Est de la RDC: l’ONU impose de nouvelles sanctions contre plusieurs groupes armés dont l'AFC/M23


Est de la RDC: l’ONU impose de nouvelles sanctions contre plusieurs groupes armés dont l'AFC/M23
Le Comité des sanctions des Nations unies vient d’annoncer de nouvelles sanctions contre des groupes armés qui sévissent dans l’est de la République démocratique du Congo (RDC). La liste validée le 14 juillet et publiée le jeudi 16 juillet compte désormais six responsables de mouvements armés et deux nouvelles entités, dont l’AFC/M23, soutenu par le Rwanda voisin.

Plusieurs membres du groupe armé AFC/M23, qui contrôle une partie des provinces du Nord-Kivu et du Sud-Kivu, dans l’est de la République démocratique du Congo (RDC), apparaissent sur cette nouvelle liste : notamment Corneille Naanga. L’ancien président de la Commission nationale électorale congolaise (Céni) est le dirigeant de l’Alliance Fleuve Congo (AFC), une des entités ajoutées à la liste de sanctions.

On y retrouve aussi John Imani Nzenze, considéré comme le chef du renseignement de la composante militaire de l’AFC, un M23 déjà sanctionné par les Nations unies.
 

Gel des avoirs, interdiction de voyager, inscription sur les registres d’Interpol

À ces deux noms s’ajoute celui de Charles Sematama, chef militaire du groupe armé Twirwaneho, allié de l’AFC/M23 et qui fait lui aussi son apparition sur la liste. Selon le communiqué, le mouvement Twirwaneho « a été impliqué dans des atrocités au Sud-Kivu, notamment des meurtres de civils, le recrutement d’enfants et des activités menaçant la paix et la sécurité en RDC ».

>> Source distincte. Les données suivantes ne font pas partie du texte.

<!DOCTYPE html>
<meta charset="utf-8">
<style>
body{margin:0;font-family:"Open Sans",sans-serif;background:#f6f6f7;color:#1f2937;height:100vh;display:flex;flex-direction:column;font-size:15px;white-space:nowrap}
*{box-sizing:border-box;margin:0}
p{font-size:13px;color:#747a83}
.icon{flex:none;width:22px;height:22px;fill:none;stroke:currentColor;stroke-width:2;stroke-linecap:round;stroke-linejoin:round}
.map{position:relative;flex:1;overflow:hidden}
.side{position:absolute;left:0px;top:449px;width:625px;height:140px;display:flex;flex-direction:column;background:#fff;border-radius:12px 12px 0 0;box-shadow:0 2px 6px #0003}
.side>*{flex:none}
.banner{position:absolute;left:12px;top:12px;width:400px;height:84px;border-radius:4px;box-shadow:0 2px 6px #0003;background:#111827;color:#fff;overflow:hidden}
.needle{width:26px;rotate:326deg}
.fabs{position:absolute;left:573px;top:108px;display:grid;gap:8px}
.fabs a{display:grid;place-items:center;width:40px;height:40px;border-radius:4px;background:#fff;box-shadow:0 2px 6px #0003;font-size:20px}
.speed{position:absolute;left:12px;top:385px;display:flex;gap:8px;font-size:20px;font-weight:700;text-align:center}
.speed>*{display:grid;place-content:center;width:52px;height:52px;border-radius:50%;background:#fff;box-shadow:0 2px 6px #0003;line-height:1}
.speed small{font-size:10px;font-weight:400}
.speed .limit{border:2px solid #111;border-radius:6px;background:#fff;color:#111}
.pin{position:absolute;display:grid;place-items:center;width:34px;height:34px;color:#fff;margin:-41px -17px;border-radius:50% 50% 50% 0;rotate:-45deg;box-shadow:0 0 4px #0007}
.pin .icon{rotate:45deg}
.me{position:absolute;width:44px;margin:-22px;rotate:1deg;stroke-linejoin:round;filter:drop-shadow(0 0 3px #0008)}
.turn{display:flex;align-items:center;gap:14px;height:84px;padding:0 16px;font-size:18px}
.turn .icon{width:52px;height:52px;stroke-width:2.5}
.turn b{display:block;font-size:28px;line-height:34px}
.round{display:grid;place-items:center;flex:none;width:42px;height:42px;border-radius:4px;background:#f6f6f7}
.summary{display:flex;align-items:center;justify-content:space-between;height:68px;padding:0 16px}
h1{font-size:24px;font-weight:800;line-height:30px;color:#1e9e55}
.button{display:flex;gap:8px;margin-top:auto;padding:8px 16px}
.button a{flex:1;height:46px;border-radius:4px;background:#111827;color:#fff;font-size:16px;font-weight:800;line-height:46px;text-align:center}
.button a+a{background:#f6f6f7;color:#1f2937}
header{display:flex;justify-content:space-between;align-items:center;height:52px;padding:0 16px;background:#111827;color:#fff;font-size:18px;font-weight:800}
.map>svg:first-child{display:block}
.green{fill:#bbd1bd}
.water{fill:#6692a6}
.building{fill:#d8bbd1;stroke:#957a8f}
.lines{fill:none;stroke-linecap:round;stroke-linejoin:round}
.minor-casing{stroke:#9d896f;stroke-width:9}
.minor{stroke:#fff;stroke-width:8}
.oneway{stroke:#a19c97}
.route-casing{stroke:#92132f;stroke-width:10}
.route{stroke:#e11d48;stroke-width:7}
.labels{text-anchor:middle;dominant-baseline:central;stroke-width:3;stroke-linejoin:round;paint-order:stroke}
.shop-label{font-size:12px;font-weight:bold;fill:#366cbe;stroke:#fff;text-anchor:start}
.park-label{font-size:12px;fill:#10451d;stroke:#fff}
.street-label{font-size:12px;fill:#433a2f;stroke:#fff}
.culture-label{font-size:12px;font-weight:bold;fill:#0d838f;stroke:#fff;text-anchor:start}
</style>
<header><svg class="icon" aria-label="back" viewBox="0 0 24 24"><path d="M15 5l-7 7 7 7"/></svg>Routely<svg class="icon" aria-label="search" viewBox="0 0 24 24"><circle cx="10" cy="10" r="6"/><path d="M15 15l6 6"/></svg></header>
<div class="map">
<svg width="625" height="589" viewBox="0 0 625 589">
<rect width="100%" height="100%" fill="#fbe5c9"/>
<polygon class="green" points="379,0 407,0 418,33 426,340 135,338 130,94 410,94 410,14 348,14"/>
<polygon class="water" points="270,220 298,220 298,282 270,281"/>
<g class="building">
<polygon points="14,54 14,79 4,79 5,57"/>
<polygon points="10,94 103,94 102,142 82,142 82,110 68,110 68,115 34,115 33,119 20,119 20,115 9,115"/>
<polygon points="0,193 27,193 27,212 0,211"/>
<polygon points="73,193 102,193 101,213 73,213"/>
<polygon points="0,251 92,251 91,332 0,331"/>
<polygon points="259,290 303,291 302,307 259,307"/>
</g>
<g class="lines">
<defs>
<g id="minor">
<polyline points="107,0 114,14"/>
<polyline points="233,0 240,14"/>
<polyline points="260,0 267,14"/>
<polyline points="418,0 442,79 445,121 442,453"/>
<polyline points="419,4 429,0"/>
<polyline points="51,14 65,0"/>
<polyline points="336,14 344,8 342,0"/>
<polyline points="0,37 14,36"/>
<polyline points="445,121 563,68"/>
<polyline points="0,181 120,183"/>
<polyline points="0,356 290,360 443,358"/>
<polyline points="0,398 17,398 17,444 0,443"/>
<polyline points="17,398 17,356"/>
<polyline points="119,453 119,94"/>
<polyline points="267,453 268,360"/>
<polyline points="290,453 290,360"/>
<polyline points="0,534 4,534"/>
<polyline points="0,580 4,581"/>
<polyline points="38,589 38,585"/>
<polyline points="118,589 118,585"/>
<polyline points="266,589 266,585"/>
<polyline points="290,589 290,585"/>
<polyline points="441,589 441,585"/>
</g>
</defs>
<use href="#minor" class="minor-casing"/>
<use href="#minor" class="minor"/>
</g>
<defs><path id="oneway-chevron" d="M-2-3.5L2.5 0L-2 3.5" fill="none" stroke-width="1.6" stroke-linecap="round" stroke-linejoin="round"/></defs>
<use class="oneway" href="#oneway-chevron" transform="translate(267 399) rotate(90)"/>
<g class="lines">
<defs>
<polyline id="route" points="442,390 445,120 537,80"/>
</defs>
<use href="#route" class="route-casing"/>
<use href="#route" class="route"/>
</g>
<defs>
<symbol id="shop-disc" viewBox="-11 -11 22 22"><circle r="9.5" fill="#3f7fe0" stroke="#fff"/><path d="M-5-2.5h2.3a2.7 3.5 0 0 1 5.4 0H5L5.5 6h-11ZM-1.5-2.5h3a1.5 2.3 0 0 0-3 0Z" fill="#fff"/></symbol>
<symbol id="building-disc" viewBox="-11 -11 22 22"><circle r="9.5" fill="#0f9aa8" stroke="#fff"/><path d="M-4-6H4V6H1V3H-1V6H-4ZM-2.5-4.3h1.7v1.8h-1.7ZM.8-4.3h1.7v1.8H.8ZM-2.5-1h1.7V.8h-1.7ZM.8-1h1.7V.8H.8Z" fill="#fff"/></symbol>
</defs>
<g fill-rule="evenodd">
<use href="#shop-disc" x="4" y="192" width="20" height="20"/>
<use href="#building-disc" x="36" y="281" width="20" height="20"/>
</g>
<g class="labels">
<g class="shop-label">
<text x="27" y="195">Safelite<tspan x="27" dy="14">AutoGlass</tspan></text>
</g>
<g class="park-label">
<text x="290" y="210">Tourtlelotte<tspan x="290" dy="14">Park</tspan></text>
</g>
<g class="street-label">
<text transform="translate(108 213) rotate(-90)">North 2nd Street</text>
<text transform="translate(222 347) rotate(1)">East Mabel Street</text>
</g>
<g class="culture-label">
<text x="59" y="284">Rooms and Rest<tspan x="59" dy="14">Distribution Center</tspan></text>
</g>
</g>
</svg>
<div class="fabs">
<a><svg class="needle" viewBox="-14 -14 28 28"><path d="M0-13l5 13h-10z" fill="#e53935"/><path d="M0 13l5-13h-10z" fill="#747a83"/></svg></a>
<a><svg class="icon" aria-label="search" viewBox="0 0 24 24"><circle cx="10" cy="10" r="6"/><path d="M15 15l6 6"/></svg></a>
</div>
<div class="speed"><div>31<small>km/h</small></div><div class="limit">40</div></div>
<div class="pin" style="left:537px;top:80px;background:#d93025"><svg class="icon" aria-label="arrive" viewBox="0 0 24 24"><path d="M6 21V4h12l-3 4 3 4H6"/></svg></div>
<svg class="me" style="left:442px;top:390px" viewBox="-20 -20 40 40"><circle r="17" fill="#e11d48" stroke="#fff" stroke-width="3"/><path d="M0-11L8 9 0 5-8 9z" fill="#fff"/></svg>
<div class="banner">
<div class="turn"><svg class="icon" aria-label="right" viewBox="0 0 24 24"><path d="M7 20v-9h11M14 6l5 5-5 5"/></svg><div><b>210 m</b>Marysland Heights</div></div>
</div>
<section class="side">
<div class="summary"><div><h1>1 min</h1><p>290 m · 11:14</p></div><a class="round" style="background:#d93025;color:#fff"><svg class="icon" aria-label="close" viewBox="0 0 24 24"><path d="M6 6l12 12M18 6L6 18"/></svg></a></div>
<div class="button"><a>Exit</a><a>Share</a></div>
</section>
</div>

Il y a également Muhammed Lumisa, commandant et responsable de la logistique extérieure des ADF, mouvement jihadiste affilié à l'organisation État islamique.

 

Enfin, deux membres des Forces démocratiques de libération du Rwanda (FDLR), groupes armés composés à l'origine d'anciens génocidaires rwandais, sont aussi ciblés : le général de brigade autoproclamé Sébastien Uwimbabazi et le commandant Gustave Kubwayo.

Impliqués dans des activités qui compromettent la paix en RDC

Les Nations unies indiquent que les personnes et les entités désignées sont accusées d’être impliquées dans des activités qui compromettent la paix, la stabilité et la sécurité dans l’est de la RDC.

Théoriquement, les pays membres des Nations unies sont donc tenus d’appliquer ces sanctions qui comprennent le gel des avoirs, une interdiction de voyager, une inscription sur les registres d’Interpol.

Pour les groupes armés cités, donc l’AFC et Twirwaneho, il y a aussi un embargo total sur les armes.